**PROBLEM TO WORK ON:**
Out of all the lines below, count those with the word "center". Give the number only.

Records from a data collection:

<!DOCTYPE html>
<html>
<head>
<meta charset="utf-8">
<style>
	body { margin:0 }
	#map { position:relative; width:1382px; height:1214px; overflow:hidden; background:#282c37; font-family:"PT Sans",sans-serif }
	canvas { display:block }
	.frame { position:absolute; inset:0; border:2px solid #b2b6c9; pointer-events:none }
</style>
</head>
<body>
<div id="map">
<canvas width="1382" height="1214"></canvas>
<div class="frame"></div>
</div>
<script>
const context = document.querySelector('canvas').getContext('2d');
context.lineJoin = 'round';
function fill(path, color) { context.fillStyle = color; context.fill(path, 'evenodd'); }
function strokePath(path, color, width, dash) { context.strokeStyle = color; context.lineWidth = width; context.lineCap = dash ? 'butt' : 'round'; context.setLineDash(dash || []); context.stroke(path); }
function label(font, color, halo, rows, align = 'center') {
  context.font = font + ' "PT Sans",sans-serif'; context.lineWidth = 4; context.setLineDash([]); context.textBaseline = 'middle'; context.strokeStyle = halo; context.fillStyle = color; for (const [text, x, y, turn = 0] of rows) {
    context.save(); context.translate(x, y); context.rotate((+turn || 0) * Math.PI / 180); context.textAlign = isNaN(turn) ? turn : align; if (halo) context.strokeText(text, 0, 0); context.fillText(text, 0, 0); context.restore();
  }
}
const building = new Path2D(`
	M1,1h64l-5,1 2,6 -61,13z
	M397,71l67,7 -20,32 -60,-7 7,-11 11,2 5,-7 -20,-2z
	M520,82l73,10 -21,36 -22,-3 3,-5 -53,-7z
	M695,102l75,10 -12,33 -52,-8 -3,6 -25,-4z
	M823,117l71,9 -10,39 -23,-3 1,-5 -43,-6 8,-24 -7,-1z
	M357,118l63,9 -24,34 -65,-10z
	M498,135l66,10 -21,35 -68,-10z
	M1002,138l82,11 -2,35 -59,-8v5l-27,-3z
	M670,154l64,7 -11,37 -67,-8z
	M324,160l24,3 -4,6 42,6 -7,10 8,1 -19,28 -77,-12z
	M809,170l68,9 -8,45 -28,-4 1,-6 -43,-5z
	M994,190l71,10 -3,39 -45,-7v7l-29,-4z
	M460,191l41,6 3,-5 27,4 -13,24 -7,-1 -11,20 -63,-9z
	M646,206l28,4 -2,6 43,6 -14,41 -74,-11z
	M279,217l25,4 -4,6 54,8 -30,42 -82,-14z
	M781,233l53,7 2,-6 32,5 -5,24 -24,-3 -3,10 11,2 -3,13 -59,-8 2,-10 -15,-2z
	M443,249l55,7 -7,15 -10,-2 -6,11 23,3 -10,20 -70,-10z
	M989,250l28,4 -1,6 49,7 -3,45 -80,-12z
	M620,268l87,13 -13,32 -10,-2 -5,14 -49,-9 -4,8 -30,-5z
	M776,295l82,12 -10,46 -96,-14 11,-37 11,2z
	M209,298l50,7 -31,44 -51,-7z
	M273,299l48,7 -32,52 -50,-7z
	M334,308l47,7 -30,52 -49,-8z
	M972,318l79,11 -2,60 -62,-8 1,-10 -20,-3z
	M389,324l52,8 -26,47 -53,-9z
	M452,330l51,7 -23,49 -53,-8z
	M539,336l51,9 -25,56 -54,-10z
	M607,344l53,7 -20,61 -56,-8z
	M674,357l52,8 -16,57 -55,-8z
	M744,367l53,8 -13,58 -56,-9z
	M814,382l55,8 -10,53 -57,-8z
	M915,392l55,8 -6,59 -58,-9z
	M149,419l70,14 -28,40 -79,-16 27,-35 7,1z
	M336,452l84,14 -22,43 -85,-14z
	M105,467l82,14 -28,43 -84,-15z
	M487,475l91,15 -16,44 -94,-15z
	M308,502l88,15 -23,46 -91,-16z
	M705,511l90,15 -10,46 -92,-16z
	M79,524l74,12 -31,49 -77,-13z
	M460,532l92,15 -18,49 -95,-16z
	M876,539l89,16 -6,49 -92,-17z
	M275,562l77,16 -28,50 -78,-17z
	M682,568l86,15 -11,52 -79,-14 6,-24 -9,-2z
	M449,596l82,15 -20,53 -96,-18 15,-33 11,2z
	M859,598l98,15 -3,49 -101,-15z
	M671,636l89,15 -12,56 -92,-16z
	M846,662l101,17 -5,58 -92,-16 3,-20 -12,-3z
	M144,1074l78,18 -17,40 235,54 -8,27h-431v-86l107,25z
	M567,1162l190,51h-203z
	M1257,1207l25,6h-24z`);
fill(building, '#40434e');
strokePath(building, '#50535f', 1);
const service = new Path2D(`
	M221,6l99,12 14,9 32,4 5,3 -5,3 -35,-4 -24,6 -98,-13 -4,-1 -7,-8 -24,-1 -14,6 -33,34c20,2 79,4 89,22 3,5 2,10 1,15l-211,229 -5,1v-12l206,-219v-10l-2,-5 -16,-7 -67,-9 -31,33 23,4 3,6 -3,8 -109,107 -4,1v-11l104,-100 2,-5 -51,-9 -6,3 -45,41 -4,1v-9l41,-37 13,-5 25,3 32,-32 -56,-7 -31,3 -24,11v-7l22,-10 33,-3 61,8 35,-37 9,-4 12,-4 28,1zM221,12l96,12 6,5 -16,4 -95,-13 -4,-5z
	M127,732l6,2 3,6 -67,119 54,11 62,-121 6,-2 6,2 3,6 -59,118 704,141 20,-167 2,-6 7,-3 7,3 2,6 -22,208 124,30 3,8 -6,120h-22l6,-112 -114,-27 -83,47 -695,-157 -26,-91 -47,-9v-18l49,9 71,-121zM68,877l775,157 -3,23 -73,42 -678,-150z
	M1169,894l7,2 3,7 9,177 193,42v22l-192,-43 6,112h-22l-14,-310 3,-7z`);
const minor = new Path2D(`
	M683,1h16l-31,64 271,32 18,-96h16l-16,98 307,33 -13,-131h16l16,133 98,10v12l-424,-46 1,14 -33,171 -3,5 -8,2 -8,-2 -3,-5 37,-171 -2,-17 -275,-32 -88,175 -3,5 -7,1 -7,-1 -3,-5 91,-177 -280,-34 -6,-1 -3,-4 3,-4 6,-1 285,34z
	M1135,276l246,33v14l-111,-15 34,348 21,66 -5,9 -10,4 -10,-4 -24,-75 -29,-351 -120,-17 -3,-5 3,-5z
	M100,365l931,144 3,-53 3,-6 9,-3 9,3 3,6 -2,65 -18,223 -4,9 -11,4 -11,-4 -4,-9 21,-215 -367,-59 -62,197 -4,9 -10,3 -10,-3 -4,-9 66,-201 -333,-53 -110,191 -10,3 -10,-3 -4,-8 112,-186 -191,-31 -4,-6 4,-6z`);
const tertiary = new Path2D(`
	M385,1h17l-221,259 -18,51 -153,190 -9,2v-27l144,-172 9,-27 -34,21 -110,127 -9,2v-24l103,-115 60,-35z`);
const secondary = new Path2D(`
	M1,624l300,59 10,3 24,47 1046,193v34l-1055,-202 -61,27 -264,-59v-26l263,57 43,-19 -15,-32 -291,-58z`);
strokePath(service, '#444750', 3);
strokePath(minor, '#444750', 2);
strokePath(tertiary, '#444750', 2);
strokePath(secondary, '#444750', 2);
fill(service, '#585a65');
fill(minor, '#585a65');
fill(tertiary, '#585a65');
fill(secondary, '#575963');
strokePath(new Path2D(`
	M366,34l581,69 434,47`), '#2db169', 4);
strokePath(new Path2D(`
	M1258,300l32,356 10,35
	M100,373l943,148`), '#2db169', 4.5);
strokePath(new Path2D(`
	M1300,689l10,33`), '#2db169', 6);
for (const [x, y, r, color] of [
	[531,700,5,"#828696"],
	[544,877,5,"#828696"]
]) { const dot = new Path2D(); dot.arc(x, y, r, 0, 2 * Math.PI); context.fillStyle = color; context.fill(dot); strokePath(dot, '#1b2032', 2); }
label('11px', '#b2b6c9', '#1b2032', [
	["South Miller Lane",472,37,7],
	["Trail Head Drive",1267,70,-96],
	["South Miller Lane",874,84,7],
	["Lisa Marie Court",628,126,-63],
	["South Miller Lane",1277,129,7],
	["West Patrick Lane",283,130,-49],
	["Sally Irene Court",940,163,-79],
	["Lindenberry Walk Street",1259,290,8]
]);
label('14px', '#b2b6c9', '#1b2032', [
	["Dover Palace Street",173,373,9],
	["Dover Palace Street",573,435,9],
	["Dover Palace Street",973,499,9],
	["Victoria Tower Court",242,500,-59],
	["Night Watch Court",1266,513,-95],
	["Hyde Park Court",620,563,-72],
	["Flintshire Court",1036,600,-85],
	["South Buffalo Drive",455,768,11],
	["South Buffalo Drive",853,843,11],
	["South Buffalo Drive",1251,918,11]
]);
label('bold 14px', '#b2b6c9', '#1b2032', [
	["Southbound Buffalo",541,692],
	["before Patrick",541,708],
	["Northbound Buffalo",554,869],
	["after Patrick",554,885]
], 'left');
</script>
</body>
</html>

--

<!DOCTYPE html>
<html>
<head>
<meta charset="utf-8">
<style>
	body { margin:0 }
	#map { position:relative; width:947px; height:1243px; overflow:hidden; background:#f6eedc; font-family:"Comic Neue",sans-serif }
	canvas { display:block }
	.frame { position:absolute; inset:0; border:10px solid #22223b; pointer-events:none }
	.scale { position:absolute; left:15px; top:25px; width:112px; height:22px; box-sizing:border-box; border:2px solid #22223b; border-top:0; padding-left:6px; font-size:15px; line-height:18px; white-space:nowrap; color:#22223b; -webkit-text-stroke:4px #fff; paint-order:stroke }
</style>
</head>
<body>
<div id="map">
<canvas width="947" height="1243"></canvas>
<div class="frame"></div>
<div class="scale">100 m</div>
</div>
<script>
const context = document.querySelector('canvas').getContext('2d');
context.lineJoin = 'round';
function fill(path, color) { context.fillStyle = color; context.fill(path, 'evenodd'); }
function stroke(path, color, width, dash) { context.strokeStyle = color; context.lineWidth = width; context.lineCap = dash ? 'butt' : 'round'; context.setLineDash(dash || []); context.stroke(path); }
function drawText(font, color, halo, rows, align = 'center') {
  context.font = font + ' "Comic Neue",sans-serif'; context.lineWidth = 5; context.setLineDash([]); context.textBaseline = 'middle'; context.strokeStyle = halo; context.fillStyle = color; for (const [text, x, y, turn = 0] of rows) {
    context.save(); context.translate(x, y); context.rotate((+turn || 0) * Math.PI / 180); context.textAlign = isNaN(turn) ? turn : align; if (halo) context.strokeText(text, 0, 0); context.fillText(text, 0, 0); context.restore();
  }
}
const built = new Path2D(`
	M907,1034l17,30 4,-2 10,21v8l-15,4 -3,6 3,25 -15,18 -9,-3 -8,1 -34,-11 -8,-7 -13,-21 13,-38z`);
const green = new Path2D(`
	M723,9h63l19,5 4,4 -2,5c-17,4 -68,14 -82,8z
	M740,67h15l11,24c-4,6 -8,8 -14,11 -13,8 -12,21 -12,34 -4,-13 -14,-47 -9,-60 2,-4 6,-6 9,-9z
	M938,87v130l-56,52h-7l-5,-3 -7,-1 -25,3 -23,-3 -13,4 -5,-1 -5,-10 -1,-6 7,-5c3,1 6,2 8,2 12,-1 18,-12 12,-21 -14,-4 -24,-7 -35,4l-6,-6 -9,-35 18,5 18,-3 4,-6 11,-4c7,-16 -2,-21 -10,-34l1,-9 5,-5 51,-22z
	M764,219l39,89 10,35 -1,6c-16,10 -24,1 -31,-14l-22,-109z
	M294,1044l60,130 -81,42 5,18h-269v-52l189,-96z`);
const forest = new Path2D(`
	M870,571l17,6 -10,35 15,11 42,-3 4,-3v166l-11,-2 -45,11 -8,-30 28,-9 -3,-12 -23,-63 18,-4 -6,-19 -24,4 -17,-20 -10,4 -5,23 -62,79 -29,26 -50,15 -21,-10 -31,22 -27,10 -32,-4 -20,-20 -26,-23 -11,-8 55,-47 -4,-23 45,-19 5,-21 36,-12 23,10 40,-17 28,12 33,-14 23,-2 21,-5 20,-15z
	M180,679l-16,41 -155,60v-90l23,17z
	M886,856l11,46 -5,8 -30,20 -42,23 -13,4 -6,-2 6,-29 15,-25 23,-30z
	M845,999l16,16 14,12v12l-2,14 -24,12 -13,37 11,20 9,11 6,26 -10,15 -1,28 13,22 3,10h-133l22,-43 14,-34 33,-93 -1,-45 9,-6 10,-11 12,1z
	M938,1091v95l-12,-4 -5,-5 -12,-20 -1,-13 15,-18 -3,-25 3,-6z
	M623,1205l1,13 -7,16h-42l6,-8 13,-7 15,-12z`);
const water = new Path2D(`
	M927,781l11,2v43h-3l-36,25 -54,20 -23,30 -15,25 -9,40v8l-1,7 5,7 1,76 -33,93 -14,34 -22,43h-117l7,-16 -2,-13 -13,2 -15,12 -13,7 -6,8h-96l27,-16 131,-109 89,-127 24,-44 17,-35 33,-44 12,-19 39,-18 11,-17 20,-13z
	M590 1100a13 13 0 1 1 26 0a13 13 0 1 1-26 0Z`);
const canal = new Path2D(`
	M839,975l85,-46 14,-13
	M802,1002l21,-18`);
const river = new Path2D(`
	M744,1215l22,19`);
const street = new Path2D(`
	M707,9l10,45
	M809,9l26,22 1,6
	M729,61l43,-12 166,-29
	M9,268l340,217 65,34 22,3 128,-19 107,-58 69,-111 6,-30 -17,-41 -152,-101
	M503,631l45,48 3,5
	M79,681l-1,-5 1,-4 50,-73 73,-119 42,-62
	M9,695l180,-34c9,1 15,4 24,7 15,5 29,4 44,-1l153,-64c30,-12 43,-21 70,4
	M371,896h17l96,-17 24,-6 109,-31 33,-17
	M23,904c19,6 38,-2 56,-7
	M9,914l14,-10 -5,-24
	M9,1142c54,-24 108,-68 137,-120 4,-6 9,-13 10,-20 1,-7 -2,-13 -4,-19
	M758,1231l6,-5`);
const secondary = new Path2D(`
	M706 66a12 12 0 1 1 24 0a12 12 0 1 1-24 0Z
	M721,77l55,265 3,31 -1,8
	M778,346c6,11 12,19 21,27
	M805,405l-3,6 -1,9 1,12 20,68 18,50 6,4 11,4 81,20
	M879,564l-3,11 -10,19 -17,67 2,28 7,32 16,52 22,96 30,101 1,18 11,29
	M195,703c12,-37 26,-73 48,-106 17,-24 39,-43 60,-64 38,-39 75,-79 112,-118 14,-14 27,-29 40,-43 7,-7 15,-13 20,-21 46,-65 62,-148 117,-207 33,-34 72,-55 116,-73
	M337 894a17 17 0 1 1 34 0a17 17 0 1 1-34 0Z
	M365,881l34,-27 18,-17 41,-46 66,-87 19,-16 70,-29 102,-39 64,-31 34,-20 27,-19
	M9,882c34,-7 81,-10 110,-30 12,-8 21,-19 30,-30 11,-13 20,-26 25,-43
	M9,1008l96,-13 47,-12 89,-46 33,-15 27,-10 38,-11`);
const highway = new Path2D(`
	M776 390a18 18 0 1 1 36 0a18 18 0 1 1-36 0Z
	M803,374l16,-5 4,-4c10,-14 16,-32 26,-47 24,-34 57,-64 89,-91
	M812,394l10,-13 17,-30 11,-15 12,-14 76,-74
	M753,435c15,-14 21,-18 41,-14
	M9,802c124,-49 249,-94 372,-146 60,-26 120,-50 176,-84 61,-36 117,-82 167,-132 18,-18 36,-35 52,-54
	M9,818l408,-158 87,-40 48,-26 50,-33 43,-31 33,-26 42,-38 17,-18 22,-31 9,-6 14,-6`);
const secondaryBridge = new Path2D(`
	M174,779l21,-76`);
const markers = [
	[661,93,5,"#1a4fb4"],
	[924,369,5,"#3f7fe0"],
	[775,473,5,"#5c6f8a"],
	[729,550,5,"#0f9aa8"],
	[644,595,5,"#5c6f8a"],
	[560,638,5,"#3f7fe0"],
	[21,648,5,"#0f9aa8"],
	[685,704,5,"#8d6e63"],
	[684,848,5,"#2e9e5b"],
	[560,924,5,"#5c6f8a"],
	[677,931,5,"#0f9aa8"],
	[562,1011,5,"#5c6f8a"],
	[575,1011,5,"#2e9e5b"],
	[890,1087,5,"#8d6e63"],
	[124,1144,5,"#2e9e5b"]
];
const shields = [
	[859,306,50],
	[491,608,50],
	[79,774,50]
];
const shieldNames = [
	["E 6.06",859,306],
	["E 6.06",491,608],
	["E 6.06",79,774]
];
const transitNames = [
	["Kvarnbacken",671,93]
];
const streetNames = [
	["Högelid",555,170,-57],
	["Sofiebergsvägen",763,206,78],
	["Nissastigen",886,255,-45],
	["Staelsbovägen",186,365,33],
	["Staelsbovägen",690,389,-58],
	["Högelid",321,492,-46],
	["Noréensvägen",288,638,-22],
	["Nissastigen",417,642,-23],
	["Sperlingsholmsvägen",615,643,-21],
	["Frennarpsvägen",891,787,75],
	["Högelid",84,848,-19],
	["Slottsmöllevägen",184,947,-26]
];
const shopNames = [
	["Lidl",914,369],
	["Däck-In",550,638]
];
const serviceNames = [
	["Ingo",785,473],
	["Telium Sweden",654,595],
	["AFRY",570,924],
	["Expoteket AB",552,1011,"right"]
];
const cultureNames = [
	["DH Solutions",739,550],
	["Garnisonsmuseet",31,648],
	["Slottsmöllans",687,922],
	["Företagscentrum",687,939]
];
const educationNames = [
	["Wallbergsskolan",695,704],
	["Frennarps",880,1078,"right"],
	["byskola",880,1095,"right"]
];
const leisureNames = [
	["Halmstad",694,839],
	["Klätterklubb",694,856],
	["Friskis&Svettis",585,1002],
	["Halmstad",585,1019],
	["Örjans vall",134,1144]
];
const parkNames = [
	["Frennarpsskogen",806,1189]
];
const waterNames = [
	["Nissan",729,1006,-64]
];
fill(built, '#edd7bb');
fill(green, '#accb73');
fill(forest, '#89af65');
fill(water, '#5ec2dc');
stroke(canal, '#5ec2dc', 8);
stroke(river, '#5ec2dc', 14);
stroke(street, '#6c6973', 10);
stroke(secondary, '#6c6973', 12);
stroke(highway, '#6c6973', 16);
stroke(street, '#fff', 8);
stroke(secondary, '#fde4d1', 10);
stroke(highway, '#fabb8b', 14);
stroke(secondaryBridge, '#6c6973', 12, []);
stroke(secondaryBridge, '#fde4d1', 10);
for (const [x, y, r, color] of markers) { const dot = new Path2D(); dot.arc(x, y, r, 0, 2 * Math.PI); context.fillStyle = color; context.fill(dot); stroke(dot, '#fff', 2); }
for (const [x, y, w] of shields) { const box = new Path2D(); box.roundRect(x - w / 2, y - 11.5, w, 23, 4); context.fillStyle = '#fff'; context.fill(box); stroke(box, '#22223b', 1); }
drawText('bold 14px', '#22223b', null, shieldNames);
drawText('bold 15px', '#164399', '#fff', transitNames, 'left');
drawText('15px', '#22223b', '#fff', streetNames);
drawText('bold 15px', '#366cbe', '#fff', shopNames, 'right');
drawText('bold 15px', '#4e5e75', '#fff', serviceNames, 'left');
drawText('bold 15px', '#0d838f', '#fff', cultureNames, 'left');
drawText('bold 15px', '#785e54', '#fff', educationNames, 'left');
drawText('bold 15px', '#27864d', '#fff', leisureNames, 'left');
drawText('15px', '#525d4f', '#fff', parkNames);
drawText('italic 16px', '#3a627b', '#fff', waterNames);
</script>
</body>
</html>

**TASK RESULT:**
2